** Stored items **

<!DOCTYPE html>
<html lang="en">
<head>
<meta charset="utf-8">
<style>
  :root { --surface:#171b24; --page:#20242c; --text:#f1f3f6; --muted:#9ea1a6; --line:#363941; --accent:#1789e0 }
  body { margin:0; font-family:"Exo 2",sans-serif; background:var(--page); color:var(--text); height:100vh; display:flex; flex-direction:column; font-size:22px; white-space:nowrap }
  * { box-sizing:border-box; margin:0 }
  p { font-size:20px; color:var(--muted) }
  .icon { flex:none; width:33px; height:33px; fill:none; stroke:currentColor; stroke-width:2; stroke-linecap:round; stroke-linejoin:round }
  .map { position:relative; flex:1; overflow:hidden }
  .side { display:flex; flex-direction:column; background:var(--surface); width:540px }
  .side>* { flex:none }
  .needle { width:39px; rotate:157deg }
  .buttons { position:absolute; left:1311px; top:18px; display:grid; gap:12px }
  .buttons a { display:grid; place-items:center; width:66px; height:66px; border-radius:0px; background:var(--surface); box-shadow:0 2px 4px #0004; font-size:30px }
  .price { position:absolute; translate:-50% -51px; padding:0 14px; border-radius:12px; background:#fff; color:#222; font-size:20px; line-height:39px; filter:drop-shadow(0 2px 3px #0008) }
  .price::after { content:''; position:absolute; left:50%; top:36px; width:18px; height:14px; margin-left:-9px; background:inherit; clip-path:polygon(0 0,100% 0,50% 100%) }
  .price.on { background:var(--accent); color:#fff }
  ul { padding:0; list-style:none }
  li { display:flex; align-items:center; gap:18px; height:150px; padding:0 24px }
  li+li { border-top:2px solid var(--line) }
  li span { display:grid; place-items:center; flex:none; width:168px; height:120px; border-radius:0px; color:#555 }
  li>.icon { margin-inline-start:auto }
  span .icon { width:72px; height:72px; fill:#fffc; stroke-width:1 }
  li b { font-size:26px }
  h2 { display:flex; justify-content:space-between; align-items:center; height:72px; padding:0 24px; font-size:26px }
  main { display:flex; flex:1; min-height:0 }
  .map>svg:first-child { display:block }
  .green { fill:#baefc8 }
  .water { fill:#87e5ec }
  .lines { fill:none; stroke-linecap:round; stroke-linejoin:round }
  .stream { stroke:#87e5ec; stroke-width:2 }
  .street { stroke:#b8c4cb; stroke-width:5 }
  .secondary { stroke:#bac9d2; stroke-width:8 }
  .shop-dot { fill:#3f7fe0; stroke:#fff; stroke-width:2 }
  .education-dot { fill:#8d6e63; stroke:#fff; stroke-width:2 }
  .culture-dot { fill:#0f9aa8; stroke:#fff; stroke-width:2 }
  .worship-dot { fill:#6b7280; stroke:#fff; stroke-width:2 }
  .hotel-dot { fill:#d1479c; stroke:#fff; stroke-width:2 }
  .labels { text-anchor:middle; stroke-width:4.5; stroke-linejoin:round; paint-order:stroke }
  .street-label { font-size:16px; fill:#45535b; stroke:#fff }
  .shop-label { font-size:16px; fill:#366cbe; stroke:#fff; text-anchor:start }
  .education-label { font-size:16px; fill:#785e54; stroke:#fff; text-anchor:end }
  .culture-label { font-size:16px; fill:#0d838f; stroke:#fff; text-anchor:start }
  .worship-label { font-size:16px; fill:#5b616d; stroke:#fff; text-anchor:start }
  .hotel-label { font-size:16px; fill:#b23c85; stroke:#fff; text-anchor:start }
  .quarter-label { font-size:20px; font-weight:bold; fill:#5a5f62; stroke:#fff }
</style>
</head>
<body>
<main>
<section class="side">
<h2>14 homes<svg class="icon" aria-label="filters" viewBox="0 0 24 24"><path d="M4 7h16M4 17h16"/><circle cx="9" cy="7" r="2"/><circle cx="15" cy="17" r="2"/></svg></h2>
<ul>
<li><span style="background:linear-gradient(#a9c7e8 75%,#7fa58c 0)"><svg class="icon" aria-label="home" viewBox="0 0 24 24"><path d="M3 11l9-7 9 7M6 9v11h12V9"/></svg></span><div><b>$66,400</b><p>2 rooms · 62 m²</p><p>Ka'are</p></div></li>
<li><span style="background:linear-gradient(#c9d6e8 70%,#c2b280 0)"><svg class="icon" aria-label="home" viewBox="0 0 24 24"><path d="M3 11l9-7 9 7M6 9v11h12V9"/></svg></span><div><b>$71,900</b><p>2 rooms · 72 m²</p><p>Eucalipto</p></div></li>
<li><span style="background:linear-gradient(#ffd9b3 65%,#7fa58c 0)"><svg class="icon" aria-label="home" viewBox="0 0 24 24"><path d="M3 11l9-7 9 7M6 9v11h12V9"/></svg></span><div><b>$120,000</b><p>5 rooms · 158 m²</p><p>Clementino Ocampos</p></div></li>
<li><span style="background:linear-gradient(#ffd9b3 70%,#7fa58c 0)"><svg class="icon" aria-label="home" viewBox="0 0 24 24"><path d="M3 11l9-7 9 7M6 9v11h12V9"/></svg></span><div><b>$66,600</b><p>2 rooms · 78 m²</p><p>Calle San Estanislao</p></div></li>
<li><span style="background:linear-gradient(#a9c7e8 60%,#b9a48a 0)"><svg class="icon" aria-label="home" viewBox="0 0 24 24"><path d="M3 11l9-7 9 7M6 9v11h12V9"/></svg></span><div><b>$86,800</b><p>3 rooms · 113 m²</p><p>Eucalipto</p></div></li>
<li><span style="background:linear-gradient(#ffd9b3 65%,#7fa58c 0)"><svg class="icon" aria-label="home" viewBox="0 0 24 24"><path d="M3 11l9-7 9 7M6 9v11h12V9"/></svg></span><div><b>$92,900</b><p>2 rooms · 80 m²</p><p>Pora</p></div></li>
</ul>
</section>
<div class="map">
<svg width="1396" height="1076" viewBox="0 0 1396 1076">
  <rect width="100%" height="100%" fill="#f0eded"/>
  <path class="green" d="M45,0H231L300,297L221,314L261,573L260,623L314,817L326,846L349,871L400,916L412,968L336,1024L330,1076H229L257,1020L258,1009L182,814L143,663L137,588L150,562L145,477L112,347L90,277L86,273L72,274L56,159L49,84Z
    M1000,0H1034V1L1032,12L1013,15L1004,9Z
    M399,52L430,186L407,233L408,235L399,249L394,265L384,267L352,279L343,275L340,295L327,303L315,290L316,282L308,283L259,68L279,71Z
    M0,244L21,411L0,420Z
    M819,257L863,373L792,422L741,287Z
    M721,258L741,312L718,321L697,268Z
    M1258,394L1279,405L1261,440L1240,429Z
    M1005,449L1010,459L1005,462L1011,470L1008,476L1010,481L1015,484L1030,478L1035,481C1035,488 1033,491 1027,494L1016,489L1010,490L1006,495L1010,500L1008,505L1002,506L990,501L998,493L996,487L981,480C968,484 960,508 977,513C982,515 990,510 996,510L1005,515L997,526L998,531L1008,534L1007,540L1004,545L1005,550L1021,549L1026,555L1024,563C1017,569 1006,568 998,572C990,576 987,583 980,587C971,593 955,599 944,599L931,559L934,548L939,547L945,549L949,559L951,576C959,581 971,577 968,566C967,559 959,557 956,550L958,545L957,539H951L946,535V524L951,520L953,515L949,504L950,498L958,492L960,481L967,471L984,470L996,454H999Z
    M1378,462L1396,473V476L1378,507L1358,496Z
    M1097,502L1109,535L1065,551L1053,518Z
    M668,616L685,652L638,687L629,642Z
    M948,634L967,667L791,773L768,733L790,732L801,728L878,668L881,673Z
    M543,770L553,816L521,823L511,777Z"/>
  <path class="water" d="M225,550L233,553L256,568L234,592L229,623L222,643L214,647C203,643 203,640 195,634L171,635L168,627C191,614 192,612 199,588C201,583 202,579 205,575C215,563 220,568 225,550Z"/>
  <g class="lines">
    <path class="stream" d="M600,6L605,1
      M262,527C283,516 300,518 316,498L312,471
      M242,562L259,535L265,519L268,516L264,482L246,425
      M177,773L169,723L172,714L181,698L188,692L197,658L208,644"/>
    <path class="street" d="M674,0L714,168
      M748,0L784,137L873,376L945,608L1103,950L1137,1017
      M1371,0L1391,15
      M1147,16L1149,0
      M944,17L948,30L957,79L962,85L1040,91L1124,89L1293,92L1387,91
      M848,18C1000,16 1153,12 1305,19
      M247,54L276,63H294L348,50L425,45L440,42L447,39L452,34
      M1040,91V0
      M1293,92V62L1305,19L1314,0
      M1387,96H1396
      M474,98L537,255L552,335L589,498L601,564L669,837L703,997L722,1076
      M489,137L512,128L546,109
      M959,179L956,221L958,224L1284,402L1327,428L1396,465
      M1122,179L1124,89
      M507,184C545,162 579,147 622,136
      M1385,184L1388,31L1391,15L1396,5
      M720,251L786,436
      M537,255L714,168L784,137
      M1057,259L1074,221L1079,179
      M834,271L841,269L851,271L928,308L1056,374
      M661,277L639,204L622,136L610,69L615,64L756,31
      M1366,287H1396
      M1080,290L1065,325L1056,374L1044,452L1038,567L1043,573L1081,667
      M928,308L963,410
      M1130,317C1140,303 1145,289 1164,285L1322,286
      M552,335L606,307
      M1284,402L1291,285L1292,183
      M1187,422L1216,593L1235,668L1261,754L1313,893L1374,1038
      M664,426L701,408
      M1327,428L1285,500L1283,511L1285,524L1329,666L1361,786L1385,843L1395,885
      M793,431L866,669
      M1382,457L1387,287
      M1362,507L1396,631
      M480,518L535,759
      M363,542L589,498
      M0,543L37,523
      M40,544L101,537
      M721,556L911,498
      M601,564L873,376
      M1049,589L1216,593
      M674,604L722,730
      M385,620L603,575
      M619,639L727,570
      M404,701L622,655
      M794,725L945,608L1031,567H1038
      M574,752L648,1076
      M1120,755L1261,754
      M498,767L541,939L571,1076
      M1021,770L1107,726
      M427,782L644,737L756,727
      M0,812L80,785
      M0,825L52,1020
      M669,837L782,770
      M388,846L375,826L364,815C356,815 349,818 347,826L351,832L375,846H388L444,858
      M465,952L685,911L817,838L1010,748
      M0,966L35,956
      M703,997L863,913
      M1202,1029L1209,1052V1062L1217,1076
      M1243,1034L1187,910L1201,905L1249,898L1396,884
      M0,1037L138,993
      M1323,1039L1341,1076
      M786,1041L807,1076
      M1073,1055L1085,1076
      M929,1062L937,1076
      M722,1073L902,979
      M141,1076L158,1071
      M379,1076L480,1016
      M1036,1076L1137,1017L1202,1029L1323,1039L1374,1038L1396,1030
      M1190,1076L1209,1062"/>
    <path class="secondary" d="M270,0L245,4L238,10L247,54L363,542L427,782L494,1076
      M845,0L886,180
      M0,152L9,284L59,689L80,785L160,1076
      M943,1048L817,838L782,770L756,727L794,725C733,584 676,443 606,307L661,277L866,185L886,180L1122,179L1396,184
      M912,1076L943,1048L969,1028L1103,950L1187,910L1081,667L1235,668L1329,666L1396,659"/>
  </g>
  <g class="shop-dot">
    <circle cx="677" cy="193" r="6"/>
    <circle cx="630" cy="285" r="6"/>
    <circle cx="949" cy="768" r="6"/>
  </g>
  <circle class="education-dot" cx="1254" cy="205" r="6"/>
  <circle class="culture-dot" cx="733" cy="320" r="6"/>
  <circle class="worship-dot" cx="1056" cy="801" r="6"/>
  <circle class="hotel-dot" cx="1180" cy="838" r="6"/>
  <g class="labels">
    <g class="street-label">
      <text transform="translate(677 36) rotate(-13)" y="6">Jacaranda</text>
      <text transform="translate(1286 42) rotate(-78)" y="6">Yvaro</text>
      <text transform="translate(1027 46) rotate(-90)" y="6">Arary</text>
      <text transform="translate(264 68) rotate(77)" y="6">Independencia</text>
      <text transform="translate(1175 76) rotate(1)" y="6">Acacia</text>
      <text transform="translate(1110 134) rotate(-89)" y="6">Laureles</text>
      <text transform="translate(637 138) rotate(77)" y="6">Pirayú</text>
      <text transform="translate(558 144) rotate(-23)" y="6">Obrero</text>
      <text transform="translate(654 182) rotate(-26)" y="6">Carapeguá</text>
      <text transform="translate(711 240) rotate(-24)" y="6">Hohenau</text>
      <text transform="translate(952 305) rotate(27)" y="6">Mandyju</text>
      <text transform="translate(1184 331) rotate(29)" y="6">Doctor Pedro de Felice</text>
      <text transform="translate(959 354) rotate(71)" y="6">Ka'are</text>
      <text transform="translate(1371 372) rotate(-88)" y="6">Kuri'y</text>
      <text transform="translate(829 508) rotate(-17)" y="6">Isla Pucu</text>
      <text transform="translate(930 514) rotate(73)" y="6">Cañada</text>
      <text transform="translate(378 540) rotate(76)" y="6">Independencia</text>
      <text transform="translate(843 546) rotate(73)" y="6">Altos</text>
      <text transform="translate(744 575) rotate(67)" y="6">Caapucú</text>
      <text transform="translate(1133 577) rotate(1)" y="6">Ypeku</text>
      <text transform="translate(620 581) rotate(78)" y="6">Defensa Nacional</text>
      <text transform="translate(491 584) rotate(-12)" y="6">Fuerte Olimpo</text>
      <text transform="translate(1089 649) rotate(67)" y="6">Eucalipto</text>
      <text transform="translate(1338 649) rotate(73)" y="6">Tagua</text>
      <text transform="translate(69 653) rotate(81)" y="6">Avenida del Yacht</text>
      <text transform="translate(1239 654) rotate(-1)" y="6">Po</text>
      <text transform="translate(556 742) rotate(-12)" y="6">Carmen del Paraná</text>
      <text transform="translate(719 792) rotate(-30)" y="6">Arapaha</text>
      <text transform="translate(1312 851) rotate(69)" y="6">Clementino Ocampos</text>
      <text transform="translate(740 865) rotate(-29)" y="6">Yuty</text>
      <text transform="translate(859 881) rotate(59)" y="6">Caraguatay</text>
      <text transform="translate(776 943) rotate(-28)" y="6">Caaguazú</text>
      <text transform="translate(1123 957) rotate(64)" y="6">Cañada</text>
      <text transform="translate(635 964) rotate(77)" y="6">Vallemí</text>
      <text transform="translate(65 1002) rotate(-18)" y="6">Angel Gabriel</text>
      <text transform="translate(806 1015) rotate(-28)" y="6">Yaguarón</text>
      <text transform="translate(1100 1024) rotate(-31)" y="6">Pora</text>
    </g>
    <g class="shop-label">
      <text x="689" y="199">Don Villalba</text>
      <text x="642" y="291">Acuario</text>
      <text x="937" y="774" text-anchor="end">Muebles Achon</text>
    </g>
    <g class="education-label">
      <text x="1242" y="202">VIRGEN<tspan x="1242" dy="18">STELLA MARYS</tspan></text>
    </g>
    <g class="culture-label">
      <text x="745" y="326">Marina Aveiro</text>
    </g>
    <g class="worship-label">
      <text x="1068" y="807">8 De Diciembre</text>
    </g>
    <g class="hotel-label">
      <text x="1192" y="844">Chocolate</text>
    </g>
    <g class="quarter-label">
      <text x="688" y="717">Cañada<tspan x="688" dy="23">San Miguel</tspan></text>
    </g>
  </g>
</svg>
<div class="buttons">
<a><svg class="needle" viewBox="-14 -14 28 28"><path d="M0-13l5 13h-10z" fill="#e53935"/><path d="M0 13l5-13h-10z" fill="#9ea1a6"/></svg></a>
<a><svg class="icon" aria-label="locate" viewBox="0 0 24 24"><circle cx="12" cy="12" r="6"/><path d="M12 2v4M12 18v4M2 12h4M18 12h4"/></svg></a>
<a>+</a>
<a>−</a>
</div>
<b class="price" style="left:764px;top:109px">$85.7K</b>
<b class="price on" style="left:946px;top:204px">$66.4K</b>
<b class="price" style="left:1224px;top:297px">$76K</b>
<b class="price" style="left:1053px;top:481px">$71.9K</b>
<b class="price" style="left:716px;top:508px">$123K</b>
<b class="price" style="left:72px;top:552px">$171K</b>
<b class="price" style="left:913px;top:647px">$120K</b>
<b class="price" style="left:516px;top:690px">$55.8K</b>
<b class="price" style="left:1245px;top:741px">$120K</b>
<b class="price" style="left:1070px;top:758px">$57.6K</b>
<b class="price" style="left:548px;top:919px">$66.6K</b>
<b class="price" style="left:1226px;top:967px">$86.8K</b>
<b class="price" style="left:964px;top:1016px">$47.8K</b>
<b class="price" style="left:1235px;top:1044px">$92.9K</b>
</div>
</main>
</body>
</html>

** Exercise details **
How many lines in the data above contain the string "direction"? Reply with only the number.

** Task response **
2